If I have the following structure:
- src/
- Foo.res
- module.js
and I bind to module.js using @module
, when I go to run the outputted .bs.js file in lib/js/src/Foo.bs.js
it won’t be able to find module.js
How should I handle this?
If I have the following structure:
- src/
- Foo.res
- module.js
and I bind to module.js using @module
, when I go to run the outputted .bs.js file in lib/js/src/Foo.bs.js
it won’t be able to find module.js
How should I handle this?
Hi!
If you using webpack as a bundler, you can define a resolve.alias. For example:
const path = require('path');
module.exports = {
//...
resolve: {
alias: {
src: path.resolve(__dirname, 'src'),
},
},
};
Now suppose you have a bar
function in module.js
, then in Foo.res
you can write
@module("src/module.js")
external bar: int => int = "bar"
let result = bar(10)
And now webpack should build everything correctly and it should work.
Or maybe someone can suggest a better option
If you do the out of source builds, currently you can leave your JS stubs in a separate package, then you can build it in a normal way.

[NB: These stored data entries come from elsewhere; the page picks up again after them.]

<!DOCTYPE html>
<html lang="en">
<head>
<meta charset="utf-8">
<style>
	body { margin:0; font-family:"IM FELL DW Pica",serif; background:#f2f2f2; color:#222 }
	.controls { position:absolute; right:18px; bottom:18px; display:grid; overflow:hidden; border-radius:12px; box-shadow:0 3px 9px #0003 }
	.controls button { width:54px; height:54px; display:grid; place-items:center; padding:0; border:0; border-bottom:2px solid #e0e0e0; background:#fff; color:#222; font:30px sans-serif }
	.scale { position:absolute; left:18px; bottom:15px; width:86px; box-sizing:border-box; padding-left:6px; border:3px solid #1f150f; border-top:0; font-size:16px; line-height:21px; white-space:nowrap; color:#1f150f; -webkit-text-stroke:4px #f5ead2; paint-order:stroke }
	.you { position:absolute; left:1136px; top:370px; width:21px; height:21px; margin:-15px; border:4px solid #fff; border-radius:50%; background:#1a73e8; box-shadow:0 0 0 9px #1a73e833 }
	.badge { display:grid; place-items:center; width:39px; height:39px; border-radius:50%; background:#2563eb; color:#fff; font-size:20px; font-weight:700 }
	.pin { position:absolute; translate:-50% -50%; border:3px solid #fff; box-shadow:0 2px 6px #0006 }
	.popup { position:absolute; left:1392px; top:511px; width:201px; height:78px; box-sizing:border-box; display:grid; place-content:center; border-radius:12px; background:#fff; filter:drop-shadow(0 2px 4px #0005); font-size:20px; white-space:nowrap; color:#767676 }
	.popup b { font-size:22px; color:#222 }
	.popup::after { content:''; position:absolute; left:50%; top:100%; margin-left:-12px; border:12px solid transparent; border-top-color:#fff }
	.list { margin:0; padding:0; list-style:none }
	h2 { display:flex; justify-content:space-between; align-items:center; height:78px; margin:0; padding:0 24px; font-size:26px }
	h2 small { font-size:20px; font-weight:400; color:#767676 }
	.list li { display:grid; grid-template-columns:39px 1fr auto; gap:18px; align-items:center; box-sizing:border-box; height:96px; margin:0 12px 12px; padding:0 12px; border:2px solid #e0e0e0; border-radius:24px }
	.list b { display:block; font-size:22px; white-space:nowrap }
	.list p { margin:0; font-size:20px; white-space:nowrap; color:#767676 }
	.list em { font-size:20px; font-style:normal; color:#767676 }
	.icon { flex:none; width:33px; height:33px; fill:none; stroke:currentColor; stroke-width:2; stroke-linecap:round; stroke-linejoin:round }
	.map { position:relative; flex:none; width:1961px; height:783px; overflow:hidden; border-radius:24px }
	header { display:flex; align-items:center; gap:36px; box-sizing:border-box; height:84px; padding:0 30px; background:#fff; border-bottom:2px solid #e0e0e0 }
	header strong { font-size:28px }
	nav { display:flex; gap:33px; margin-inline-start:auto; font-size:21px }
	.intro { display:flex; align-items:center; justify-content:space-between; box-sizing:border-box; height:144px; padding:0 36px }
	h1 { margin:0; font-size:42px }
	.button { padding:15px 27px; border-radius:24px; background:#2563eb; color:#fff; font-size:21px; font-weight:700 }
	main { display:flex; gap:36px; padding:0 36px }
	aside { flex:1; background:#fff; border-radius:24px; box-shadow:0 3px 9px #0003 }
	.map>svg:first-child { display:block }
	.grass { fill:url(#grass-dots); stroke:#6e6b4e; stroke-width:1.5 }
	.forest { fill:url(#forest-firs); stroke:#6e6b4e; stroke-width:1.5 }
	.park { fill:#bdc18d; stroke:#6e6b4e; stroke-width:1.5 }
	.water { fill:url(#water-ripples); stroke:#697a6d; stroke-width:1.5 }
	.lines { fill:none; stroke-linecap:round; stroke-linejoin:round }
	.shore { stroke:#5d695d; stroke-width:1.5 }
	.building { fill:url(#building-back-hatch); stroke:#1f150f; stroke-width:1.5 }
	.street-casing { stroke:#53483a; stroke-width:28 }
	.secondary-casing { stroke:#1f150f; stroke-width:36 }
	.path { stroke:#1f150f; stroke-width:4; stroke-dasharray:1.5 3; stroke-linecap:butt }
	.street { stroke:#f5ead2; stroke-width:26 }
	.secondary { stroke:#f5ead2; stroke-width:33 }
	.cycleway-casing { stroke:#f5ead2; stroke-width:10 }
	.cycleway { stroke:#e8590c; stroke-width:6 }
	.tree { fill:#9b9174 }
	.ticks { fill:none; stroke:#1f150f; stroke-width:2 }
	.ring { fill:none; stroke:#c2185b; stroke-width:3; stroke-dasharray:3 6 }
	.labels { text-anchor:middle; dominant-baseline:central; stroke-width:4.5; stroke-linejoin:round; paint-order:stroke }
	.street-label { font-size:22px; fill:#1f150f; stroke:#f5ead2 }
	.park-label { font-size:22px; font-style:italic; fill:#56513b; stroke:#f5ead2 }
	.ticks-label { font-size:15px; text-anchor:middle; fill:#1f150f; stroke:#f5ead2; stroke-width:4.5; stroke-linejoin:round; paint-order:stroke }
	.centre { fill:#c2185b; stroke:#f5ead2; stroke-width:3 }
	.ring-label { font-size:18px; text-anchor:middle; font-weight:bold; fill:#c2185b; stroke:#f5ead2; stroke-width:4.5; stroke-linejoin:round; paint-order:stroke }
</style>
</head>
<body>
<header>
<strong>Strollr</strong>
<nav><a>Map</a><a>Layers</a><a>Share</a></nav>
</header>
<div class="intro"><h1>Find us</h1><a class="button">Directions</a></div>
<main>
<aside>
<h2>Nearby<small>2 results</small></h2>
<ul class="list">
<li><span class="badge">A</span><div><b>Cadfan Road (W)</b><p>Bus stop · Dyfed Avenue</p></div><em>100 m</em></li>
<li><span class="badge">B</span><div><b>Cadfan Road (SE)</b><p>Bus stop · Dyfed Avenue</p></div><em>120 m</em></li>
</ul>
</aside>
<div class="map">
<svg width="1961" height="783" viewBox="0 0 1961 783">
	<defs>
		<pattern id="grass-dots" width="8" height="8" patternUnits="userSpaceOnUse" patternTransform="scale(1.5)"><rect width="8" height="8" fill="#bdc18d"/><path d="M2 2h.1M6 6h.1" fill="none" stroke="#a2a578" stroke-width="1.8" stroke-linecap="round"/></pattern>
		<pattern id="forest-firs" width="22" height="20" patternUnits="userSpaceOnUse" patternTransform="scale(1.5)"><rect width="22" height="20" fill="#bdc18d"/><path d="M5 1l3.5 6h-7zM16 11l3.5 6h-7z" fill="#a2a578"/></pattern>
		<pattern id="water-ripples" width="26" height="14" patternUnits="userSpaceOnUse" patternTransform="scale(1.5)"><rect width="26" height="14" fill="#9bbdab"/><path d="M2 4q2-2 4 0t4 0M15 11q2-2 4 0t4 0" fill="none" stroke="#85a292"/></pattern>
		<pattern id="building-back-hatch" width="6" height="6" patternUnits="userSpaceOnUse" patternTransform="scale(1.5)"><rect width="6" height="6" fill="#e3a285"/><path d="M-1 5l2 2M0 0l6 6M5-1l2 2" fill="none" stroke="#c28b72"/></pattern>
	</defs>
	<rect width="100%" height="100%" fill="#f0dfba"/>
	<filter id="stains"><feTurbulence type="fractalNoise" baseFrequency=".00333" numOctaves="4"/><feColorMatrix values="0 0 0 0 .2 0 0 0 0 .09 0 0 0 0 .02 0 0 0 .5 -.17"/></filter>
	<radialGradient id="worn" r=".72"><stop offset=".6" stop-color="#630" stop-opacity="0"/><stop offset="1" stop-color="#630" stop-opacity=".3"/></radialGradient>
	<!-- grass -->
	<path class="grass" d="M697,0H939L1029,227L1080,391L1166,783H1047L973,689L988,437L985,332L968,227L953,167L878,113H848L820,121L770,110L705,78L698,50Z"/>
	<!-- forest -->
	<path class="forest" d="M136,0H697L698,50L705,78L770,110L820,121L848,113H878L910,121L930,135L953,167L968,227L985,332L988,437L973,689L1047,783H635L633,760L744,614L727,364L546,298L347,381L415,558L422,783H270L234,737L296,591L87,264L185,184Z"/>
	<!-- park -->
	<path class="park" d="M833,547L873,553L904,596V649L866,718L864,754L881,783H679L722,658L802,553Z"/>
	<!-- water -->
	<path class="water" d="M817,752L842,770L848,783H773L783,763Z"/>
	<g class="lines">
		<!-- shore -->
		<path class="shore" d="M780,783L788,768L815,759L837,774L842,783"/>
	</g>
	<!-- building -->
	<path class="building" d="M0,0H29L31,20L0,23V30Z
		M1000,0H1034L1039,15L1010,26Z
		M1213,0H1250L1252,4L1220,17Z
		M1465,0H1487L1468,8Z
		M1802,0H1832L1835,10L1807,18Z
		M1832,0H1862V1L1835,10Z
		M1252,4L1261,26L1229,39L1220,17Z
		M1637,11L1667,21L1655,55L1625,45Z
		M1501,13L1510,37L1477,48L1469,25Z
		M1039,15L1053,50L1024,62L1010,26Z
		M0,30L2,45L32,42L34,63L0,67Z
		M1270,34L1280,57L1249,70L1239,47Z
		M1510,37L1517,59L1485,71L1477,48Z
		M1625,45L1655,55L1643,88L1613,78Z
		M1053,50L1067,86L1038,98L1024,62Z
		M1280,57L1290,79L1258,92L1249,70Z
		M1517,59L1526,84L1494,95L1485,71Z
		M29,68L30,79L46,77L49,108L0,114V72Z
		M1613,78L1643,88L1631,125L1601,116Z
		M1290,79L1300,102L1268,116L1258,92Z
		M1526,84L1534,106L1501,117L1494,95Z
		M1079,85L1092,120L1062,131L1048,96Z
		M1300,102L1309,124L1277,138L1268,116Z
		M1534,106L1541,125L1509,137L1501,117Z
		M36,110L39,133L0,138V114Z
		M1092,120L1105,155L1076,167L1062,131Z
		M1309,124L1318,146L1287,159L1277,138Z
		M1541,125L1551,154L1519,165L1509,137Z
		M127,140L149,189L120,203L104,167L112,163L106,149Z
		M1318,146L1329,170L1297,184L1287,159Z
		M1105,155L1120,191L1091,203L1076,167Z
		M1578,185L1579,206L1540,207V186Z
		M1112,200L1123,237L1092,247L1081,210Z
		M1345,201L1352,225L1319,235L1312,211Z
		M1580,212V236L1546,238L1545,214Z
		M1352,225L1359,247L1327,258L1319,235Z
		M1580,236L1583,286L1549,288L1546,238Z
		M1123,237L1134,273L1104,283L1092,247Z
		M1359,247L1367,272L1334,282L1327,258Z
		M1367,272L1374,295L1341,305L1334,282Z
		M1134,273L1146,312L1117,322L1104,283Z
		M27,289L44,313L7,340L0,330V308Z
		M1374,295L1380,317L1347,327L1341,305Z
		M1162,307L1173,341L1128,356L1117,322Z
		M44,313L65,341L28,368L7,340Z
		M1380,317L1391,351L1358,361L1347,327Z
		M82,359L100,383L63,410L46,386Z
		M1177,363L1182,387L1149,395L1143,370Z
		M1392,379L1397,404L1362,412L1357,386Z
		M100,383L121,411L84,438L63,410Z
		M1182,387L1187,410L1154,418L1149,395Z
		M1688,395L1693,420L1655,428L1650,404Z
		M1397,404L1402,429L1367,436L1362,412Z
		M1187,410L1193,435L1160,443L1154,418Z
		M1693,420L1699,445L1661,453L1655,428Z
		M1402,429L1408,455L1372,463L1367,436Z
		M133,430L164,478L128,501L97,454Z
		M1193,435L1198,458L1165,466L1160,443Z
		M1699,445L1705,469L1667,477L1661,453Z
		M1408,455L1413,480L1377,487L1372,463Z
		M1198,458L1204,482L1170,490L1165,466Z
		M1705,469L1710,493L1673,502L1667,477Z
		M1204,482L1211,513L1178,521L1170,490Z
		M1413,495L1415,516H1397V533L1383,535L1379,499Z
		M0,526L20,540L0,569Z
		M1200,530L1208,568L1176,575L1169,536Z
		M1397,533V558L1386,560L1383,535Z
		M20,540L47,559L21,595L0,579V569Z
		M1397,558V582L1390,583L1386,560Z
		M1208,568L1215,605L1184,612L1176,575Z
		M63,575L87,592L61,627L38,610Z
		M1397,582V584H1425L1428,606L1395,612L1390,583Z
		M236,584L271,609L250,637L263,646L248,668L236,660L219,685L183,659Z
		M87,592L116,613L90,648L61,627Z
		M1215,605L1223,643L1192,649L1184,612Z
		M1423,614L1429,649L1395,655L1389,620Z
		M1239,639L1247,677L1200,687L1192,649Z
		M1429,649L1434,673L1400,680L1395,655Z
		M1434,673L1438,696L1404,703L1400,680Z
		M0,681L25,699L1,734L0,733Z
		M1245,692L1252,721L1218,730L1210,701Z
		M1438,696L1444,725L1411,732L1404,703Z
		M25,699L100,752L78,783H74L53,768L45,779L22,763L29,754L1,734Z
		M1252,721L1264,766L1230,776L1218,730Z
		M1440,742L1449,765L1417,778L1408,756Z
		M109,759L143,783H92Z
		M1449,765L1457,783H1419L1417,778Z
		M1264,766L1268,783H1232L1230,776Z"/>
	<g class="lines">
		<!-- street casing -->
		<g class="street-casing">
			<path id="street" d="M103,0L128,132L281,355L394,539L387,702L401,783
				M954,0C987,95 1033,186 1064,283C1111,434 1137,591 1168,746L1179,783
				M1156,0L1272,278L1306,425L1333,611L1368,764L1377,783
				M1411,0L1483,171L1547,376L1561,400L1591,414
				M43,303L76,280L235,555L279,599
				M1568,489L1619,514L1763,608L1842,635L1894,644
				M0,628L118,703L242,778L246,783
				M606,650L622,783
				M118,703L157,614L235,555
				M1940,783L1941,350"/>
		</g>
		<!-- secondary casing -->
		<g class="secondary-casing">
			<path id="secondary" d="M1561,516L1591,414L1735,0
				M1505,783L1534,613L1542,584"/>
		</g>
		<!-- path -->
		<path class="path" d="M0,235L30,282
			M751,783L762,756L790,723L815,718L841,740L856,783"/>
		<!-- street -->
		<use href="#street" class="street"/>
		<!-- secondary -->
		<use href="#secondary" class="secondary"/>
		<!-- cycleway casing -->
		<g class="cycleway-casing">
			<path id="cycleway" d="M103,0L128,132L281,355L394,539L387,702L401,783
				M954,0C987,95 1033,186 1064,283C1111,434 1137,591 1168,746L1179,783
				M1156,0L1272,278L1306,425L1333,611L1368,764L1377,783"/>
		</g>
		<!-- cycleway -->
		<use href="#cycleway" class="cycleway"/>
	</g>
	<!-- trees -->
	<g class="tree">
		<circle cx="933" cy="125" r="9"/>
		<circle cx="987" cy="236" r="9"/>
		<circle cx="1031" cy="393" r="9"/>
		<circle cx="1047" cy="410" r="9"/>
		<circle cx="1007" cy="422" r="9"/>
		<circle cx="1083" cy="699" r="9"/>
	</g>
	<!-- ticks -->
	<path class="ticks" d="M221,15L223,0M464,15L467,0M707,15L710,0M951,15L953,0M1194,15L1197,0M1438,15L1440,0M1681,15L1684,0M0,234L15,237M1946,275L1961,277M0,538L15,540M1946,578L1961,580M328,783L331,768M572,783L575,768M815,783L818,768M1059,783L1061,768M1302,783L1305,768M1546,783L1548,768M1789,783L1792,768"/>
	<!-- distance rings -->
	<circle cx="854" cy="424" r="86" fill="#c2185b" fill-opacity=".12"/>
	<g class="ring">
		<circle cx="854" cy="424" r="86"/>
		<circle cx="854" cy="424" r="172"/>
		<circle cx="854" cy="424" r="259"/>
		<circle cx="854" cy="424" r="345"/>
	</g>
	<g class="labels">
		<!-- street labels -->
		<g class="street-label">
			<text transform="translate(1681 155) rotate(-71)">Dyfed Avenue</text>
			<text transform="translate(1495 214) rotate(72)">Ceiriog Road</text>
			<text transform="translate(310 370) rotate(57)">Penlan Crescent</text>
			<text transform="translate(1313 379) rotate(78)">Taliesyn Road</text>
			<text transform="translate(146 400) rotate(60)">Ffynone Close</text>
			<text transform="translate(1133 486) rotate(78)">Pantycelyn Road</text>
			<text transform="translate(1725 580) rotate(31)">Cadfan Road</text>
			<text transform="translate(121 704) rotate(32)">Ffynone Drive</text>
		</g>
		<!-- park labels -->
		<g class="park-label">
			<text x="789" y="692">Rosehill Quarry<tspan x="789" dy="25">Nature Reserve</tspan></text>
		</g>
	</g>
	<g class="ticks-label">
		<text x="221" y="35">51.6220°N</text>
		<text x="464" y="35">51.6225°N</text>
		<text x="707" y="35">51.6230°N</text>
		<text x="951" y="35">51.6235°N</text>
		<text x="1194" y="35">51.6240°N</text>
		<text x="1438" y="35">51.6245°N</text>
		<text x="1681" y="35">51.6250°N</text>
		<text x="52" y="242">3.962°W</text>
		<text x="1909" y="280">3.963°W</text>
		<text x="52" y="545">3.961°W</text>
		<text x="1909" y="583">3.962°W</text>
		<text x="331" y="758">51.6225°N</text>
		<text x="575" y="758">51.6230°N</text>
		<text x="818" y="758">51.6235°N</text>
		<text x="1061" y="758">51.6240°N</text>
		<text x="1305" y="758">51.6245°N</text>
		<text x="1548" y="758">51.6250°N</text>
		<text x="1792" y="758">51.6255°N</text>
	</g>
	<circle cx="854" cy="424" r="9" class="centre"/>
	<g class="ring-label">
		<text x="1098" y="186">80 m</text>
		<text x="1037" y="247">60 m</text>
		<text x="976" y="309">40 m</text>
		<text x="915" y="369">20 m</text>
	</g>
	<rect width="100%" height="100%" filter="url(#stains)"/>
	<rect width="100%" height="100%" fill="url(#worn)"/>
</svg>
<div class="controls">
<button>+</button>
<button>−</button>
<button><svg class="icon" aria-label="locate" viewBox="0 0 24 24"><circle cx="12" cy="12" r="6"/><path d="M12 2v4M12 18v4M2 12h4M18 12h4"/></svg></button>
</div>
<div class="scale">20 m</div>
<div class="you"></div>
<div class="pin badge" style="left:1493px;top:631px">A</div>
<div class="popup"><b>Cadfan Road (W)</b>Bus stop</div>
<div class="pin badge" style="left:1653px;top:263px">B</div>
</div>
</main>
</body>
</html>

The other option that we are trying to explore is to allow user extend the build system to copy
your module.js to lib/js/src
as well.
Curious why in source build is not an option for your libs?
What I usually do for this scenarios is that I bind with a relative path to lib/js/src. Simple and it just works.
That’s also why I like to output JS close to the ReScript source.
Ok good to know.
In source is an option, I would just prefer not to for aesthetic reasons.
I recently did a rescript init
and the default template doesn’t have in-source
and outputs to lib/js. May be worth revisiting if in-source is the less painful option for the default project.